[Start of section]

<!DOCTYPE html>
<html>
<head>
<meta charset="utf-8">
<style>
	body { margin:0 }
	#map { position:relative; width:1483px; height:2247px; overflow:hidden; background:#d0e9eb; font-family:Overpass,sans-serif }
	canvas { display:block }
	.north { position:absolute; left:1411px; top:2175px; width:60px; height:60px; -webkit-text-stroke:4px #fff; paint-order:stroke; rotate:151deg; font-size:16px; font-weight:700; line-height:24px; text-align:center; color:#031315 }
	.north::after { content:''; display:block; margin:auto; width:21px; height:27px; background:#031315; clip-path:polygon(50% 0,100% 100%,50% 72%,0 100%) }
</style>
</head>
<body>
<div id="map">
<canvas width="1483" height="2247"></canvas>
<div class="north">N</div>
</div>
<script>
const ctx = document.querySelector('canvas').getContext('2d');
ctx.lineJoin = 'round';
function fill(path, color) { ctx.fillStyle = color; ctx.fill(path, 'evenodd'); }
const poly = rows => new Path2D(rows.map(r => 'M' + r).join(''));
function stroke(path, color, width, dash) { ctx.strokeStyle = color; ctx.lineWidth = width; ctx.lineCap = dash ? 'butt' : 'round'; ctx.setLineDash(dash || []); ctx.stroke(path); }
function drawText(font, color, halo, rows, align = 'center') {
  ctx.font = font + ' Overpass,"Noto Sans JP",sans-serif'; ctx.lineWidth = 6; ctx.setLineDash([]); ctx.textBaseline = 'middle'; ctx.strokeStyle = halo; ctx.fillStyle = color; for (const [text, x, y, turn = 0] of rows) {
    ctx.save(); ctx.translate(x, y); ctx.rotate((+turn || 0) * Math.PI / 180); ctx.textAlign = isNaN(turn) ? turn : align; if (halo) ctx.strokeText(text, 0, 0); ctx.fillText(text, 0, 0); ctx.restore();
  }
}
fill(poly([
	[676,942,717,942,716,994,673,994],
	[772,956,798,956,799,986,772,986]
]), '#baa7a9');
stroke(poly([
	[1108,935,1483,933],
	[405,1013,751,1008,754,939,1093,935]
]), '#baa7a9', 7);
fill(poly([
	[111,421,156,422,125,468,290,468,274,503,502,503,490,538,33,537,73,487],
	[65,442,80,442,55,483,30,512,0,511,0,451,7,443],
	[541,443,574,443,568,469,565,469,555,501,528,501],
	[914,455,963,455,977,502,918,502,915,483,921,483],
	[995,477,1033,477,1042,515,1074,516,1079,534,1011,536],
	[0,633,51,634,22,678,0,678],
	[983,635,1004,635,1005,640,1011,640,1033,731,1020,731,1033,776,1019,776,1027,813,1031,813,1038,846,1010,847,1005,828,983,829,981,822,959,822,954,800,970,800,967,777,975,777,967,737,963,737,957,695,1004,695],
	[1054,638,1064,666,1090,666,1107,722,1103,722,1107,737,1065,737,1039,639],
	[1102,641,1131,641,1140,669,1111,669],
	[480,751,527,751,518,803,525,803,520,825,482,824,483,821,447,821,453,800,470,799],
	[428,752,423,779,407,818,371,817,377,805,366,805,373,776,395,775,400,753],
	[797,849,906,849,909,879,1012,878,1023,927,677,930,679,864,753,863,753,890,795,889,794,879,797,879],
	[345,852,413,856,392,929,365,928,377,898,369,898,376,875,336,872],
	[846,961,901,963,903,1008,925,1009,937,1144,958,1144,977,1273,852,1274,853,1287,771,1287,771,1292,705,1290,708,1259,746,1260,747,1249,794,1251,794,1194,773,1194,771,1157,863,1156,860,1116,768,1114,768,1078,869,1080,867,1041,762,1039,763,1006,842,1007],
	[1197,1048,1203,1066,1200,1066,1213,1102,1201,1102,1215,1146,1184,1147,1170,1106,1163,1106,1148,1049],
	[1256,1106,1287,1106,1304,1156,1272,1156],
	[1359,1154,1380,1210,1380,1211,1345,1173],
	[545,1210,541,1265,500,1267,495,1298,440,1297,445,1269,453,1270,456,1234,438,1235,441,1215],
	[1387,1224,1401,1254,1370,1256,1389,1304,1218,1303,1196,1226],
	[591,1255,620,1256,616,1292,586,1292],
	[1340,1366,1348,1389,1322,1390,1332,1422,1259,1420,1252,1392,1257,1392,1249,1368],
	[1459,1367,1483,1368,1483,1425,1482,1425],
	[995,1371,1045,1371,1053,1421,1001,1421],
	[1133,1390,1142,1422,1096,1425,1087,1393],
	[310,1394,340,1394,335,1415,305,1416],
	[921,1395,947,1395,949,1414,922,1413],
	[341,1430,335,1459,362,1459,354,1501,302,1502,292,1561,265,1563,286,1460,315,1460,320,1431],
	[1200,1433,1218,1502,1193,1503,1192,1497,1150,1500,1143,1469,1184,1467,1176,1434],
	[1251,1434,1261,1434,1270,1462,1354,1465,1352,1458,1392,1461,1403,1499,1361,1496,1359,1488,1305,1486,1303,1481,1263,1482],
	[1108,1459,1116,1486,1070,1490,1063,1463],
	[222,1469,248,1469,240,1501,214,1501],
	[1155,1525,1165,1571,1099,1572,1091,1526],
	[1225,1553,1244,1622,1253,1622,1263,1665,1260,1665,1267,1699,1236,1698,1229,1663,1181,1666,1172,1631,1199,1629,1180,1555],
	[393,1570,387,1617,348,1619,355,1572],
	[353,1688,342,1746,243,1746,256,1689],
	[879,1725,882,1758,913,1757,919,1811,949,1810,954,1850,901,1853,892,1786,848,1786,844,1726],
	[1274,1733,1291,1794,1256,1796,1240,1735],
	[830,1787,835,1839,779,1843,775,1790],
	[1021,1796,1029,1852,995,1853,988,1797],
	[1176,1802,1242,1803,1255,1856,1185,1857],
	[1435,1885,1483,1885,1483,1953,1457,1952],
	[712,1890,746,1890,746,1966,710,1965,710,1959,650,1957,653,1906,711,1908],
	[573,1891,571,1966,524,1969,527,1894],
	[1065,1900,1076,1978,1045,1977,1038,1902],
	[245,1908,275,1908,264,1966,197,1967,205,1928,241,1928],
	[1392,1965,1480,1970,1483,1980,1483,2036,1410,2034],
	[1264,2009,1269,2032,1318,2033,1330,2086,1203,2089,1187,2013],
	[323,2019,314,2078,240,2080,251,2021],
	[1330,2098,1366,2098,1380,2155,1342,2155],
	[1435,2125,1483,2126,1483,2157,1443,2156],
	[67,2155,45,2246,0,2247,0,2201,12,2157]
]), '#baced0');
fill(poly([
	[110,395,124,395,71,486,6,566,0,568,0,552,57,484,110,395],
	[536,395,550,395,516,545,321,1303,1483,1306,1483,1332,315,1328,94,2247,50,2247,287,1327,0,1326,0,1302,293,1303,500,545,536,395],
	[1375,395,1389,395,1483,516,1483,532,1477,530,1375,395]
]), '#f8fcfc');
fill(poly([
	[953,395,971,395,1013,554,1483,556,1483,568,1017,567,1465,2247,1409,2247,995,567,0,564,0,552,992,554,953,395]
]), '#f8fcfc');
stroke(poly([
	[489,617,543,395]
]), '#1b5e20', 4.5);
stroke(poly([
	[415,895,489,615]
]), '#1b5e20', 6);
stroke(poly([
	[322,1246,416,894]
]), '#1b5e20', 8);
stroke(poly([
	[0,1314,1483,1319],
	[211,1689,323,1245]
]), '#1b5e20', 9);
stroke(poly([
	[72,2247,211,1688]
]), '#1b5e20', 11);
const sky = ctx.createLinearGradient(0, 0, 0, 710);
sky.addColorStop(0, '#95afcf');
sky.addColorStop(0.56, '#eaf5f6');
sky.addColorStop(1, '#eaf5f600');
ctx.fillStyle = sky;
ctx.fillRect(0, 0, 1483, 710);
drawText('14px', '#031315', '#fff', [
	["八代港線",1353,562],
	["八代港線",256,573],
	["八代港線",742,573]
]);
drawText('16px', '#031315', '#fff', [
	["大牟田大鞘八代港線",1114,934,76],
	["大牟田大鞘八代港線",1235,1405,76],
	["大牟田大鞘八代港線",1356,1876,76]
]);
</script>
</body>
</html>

[End of section]

WORK INSTRUCTIONS
Copy out the lines above exactly, beginning at the one that contains "content:''; display:block; margin:auto;" and ending at the one that contains "function fill(path, color)".

RESPONSE TO THIS EXERCISE
	.north::after { content:''; display:block; margin:auto; width:21px; height:27px; background:#031315; clip-path:polygon(50% 0,100% 100%,50% 72%,0 100%) }
</style>
</head>
<body>
<div id="map">
<canvas width="1483" height="2247"></canvas>
<div class="north">N</div>
</div>
<script>
const ctx = document.querySelector('canvas').getContext('2d');
ctx.lineJoin = 'round';
function fill(path, color) { ctx.fillStyle = color; ctx.fill(path, 'evenodd'); }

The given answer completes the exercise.